The first month of college was much of the same. I made lots of great friends and started classes and when I was busy, I was content. But when I was alone, feelings of loneliness and immense sadness and wishing to be home overwhelmed my thoughts. I spent many nights that first month crying. I cried to my parents about wanting to come home and to my friends about missing them and how much I missed the summer. There were many times that first month that I thought I had made the wrong decision, a mistake.
Flash forward to today: I’ve lived in Boston for more than a year and a half and, for the most part, it has been incredible. I have made wonderful friends, experienced incredible things, and learned so much both inside and outside the classroom. I have learned how to J walk like a queen, tune out the constant sirens that go up and down Brookline Avenue all hours of the night, and call Dunkin’ Donuts Dunks. I have found my place in my adopted home: I don’t feel like I’m wondering around aimlessly anymore, which I feel is always a good thing. I don’t feel like I made a mistake; I know that I made the right choice.
That doesn't mean I no longer experience homesickness because I do: I miss my parents, friends, and pets every day while I'm at school, but the way I experience homesickness has changed dramatically.

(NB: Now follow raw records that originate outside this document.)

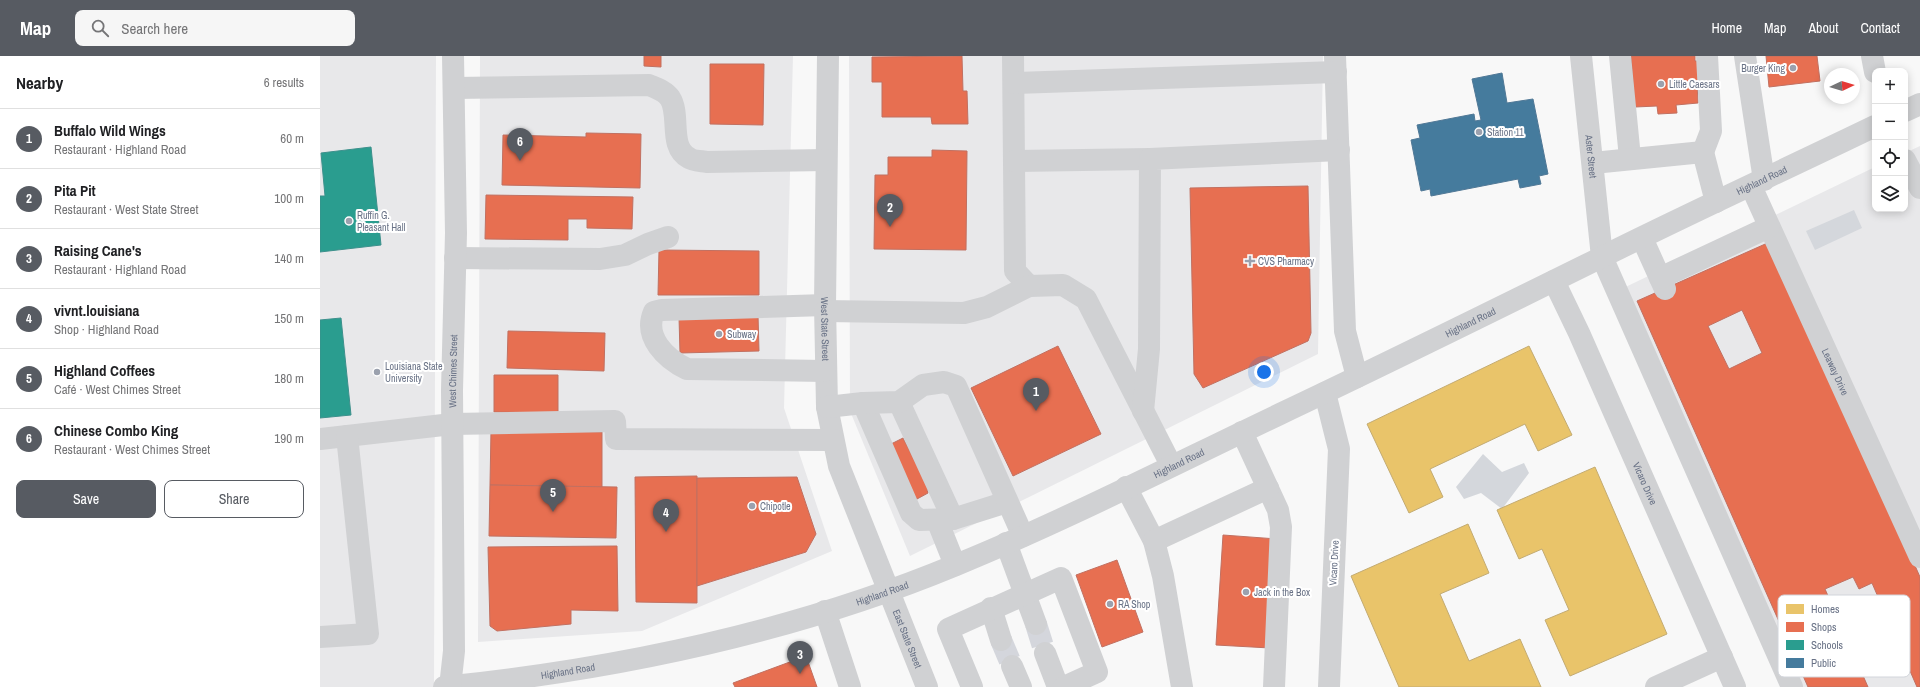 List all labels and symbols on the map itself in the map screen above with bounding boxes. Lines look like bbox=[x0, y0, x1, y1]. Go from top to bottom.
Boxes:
place label: Burger King bbox=[1741, 62, 1785, 75]
marker: Burger King bbox=[1788, 63, 1798, 73]
north arrow bbox=[1824, 68, 1860, 104]
place label: Little Caesars bbox=[1669, 78, 1720, 91]
marker: Little Caesars bbox=[1656, 79, 1666, 89]
place label: Station 11 bbox=[1487, 126, 1524, 139]
marker: Station 11 bbox=[1474, 127, 1484, 137]
pin: 6 bbox=[507, 128, 533, 161]
street label: Aster Street bbox=[1583, 133, 1600, 179]
street label: Highland Road bbox=[1734, 162, 1789, 198]
pin: 2 bbox=[877, 194, 903, 227]
place label: Ruffin G. Pleasant Hall bbox=[357, 209, 405, 234]
marker: Ruffin G. Pleasant Hall bbox=[344, 216, 354, 226]
place label: CVS Pharmacy bbox=[1258, 255, 1315, 268]
marker: CVS Pharmacy bbox=[1245, 256, 1255, 266]
street label: West State Street bbox=[818, 297, 833, 362]
street label: Highland Road bbox=[1443, 304, 1498, 340]
place label: Subway bbox=[727, 328, 757, 341]
marker: Subway bbox=[714, 329, 724, 339]
street label: West Chimes Street bbox=[445, 334, 460, 408]
street label: Leaway Drive bbox=[1819, 346, 1852, 398]
place label: Louisiana State University bbox=[385, 360, 443, 385]
your location bbox=[1254, 362, 1274, 382]
marker: Louisiana State University bbox=[372, 367, 382, 377]
pin: 1 bbox=[1023, 378, 1049, 411]
street label: Highland Road bbox=[1151, 445, 1206, 481]
street label: Vicaro Drive bbox=[1630, 460, 1661, 507]
pin: 5 bbox=[540, 479, 566, 512]
pin: 4 bbox=[653, 499, 679, 532]
place label: Chipotle bbox=[760, 500, 791, 513]
marker: Chipotle bbox=[747, 501, 757, 511]
street label: Vicaro Drive bbox=[1326, 540, 1342, 586]
street label: Highland Road bbox=[854, 578, 910, 608]
place label: Jack in the Box bbox=[1254, 586, 1311, 599]
marker: Jack in the Box bbox=[1241, 587, 1251, 597]
legend bbox=[1778, 595, 1910, 677]
place label: RA Shop bbox=[1118, 598, 1151, 611]
marker: RA Shop bbox=[1105, 599, 1115, 609]
text: Homes bbox=[1811, 602, 1840, 616]
street label: East State Street bbox=[890, 607, 926, 670]
text: Shops bbox=[1811, 620, 1837, 634]
text: Schools bbox=[1811, 638, 1844, 652]
pin: 3 bbox=[787, 641, 813, 674]
text: Public bbox=[1811, 656, 1837, 670]
street label: Highland Road bbox=[540, 660, 596, 681] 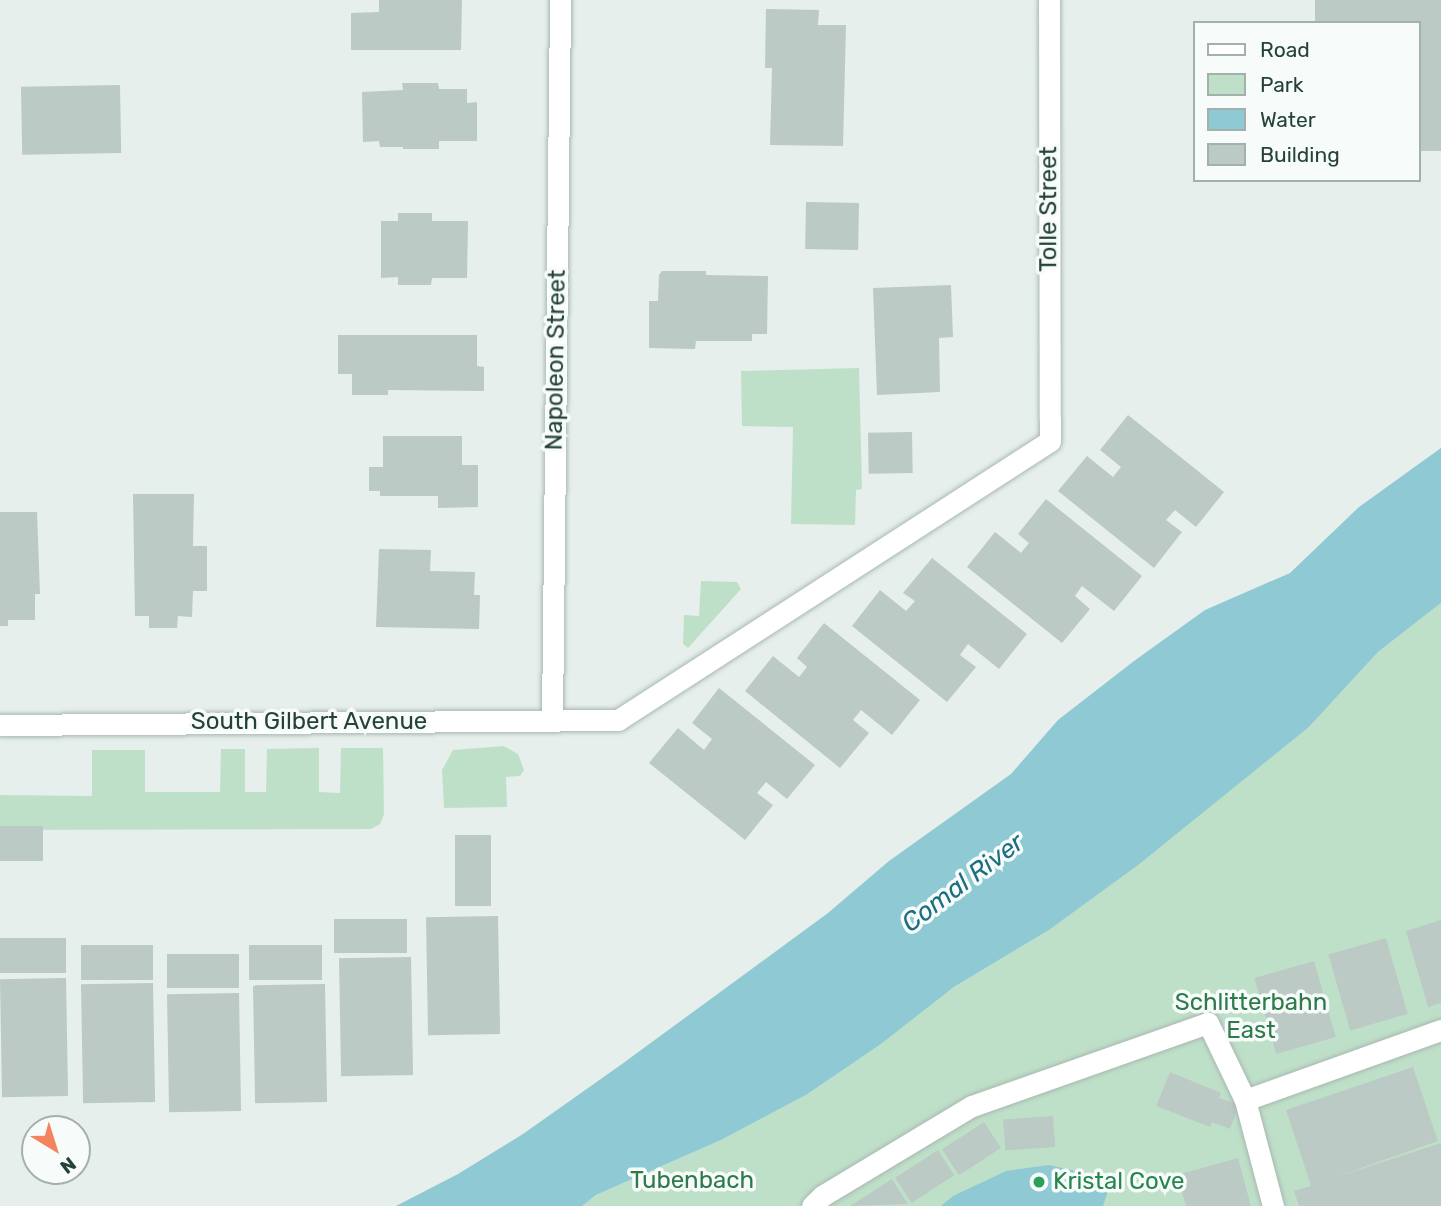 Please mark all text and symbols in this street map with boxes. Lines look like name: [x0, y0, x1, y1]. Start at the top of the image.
legend: [1192, 21, 1420, 182]
text: Road: [1260, 37, 1310, 62]
text: Park: [1260, 72, 1304, 97]
text: Water: [1260, 107, 1316, 132]
text: Building: [1260, 142, 1340, 167]
street label: Tolle Street: [1035, 146, 1063, 272]
street label: Napoleon Street: [540, 269, 572, 451]
street label: South Gilbert Avenue: [190, 708, 428, 736]
water label: Comal River: [896, 827, 1030, 939]
park label: Schlitterbahn East: [1175, 989, 1327, 1045]
north arrow: [21, 1115, 91, 1185]
text: N: [56, 1152, 80, 1179]
park label: Tubenbach: [630, 1167, 754, 1195]
place label: Kristal Cove: [1053, 1168, 1185, 1196]
marker: Kristal Cove: [1031, 1174, 1047, 1190]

Unlike last year, homesickness, and subsequent feelings of loneliness and sadness, isn't part of my every day life anymore. They come in waves, like after someone from home visits or after I come back from home. It hits me sometimes after realizing I haven't talked to a friend in a few days or when I see my friend tagged in her roommates photo on Facebook or Instagram. It happens sometimes when I hear a song or when the dinning hall serves a certain food. When those feelings do come, I let them. I talk to my parents and roommates and friends about them. I'm sad for a few days and then feel better.
For a long time last year, I thought being happy in Boston at school meant that I couldn't be homesick and if I was homesick then I couldn't be happy at school. What I've realized this year is that you can be both. It's possible to be completely happy where you are and still miss home. You can miss your parents while enjoying the freedom of being away from them and just because you are having fun with your friends from school doesn't mean that you don't miss your friends from home.
Being away for college has taught me that I need to balance those feelings: I need to balance where I am and how grateful I am to be here with the tug of wanting to return home to the people and places I am used to. And I'm still working on it. I think I'll be working on it forever because the feeling of missing friends and family never really goes away. But I think with time, you can start to manage the feeling of homesickness so the feelings associated with missing someone or something aren't completely unbearable. I am living proof of that.